Below are records; count how many of their lines contain the string "without", and give only that number.

Start of DATA UNDER STUDY

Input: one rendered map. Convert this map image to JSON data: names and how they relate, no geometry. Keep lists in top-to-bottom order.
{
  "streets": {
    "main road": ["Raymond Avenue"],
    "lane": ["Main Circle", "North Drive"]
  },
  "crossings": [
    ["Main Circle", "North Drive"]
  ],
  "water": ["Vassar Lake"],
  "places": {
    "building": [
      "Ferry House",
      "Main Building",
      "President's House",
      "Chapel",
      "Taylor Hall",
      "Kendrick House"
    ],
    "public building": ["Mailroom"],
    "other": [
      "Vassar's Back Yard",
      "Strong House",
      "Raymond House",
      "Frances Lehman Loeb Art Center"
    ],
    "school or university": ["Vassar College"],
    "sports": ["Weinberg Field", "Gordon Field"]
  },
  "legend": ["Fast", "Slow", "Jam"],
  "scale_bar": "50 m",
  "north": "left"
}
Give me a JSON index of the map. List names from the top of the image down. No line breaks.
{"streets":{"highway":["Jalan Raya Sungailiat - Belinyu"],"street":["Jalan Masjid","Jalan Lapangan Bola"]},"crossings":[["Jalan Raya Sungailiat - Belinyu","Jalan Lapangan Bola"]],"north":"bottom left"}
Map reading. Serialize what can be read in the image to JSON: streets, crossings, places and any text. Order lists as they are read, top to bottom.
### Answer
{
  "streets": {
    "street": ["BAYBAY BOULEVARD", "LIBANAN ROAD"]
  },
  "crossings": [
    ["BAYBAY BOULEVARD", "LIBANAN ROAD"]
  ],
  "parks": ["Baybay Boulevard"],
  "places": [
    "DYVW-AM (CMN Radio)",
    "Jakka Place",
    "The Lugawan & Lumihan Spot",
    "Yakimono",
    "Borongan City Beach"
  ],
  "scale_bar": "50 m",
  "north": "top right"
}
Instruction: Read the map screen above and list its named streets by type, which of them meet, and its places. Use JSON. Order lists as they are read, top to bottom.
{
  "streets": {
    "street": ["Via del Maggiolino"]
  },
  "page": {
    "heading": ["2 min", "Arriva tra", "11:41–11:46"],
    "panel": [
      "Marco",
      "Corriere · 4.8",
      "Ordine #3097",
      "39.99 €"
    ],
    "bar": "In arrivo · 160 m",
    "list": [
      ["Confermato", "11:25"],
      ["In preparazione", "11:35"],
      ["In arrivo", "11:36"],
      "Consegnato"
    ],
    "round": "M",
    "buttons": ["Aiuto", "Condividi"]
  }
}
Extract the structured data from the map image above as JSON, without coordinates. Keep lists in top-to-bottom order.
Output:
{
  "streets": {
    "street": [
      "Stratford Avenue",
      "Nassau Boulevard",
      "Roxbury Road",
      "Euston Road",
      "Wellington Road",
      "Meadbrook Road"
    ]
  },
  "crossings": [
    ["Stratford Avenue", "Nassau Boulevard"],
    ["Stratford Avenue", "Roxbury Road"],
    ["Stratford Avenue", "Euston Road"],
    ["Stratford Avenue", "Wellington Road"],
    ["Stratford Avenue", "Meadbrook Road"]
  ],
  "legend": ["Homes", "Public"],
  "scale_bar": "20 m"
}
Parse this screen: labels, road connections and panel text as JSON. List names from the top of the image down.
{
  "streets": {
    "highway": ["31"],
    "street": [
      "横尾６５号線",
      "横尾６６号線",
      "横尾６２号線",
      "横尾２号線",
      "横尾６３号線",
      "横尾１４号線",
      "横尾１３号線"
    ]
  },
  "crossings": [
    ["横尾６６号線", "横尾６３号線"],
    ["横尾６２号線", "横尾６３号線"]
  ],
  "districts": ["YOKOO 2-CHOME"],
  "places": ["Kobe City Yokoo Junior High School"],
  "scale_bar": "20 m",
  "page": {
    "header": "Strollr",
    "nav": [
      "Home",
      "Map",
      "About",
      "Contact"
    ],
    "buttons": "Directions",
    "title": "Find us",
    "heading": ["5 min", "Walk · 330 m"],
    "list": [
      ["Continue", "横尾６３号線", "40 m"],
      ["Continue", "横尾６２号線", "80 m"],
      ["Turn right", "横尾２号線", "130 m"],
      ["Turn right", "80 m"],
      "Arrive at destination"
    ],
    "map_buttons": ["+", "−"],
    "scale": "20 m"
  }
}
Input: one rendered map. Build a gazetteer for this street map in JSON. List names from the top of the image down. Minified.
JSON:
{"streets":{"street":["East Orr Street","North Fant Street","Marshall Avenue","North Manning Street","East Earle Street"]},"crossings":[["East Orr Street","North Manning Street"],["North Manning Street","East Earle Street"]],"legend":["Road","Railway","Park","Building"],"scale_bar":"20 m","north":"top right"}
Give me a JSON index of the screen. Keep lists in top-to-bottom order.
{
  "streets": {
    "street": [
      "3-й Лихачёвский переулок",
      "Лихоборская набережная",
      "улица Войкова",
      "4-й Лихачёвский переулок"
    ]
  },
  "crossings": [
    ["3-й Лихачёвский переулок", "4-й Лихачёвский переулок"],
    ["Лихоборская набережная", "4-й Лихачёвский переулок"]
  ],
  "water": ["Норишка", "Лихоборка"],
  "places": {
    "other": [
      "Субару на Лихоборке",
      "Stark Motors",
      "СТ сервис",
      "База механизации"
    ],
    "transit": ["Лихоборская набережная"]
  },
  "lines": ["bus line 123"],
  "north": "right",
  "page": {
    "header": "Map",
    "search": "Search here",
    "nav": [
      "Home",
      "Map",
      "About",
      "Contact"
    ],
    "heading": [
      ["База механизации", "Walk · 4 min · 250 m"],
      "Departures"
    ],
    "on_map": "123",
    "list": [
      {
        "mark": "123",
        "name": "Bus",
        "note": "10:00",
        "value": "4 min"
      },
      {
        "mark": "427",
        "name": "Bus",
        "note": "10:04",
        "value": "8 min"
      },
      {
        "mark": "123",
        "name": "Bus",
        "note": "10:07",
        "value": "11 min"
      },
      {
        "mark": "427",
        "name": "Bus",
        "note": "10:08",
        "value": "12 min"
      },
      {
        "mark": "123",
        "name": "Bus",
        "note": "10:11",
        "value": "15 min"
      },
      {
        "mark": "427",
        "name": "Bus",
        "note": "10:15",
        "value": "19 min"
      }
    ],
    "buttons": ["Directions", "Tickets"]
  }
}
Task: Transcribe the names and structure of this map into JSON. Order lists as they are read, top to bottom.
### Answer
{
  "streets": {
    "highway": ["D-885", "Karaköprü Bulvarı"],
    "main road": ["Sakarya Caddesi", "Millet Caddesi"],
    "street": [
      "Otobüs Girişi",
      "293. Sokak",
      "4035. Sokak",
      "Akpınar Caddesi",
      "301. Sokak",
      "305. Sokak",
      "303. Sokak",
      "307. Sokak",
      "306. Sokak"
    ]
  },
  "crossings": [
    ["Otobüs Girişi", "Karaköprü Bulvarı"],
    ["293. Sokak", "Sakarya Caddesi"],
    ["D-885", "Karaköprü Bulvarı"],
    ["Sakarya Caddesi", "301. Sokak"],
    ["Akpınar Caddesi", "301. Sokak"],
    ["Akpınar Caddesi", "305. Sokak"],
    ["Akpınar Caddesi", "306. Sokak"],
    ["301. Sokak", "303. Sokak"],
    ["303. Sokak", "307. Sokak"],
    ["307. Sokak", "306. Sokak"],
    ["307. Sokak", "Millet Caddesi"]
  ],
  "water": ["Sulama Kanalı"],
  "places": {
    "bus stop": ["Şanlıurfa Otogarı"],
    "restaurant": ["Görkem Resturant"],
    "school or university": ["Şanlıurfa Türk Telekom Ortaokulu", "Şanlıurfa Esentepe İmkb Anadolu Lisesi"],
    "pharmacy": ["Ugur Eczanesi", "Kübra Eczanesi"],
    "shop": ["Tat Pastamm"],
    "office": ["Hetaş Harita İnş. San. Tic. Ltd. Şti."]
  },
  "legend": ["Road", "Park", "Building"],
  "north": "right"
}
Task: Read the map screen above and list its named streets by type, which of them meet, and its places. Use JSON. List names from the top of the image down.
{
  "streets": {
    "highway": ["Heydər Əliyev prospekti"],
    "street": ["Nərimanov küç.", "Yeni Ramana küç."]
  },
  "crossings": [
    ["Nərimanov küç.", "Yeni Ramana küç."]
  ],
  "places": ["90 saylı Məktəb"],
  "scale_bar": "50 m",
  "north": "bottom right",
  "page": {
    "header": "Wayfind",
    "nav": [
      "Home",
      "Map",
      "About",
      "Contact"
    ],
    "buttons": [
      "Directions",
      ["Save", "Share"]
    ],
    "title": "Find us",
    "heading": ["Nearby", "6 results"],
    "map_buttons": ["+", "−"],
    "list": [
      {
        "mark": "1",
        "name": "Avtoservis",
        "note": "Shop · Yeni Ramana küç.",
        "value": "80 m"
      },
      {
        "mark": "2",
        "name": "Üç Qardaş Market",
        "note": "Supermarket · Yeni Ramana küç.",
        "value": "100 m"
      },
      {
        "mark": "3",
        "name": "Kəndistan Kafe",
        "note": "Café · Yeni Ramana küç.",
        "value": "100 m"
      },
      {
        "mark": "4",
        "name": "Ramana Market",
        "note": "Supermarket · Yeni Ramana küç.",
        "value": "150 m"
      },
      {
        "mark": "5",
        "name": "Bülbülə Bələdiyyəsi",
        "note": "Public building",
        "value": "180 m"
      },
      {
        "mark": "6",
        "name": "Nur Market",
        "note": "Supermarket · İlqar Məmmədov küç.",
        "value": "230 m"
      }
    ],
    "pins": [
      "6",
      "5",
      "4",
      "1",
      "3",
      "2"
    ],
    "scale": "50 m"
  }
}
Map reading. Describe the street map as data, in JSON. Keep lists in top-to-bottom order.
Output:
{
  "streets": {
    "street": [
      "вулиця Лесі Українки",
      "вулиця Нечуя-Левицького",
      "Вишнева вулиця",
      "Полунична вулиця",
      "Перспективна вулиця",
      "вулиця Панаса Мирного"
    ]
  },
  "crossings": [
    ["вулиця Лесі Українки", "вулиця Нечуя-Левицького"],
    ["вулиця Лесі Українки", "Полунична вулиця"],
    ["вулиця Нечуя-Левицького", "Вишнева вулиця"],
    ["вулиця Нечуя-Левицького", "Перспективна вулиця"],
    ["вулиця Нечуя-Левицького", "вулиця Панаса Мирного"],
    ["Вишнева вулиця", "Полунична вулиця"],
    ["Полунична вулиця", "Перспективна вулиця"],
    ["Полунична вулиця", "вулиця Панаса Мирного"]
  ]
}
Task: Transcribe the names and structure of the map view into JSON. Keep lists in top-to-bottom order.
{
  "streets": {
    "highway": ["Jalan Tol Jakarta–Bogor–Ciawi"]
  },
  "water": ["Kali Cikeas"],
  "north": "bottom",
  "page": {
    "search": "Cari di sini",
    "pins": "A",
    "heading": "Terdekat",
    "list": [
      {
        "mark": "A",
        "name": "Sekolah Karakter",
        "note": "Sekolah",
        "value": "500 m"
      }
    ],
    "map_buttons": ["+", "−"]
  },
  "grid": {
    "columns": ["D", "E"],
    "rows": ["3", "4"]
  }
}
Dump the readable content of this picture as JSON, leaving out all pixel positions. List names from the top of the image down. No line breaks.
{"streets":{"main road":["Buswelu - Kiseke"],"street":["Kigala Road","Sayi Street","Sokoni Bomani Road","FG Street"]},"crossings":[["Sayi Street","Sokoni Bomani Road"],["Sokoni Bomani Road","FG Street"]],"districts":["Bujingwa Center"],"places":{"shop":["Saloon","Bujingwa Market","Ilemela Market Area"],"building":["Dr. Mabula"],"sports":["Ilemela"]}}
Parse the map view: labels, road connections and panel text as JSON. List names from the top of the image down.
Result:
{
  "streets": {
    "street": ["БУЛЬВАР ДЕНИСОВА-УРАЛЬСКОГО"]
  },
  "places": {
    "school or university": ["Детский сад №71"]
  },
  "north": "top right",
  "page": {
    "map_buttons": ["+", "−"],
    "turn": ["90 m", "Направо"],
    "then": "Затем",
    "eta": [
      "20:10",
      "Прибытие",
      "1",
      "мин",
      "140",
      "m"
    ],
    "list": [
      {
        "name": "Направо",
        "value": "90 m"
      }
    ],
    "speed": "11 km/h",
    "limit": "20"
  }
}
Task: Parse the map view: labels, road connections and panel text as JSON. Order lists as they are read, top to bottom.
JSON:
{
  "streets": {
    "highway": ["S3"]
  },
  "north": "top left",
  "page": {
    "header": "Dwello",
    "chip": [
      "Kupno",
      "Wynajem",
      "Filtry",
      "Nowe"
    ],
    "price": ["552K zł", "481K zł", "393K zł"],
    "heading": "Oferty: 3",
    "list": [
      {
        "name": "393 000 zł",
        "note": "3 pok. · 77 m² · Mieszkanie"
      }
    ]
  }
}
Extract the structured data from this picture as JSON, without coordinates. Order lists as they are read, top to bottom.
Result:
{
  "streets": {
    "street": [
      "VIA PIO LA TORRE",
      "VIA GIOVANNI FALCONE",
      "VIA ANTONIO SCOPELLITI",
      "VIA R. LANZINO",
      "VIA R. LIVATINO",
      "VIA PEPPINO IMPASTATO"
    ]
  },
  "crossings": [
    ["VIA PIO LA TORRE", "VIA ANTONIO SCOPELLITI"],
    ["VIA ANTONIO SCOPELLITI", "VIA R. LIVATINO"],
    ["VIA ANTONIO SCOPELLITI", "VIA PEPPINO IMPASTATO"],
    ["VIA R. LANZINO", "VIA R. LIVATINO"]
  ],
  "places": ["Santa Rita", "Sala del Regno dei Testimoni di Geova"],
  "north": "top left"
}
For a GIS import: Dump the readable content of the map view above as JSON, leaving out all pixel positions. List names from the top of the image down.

End of DATA UNDER STUDY

• EXERCISE RESULT
2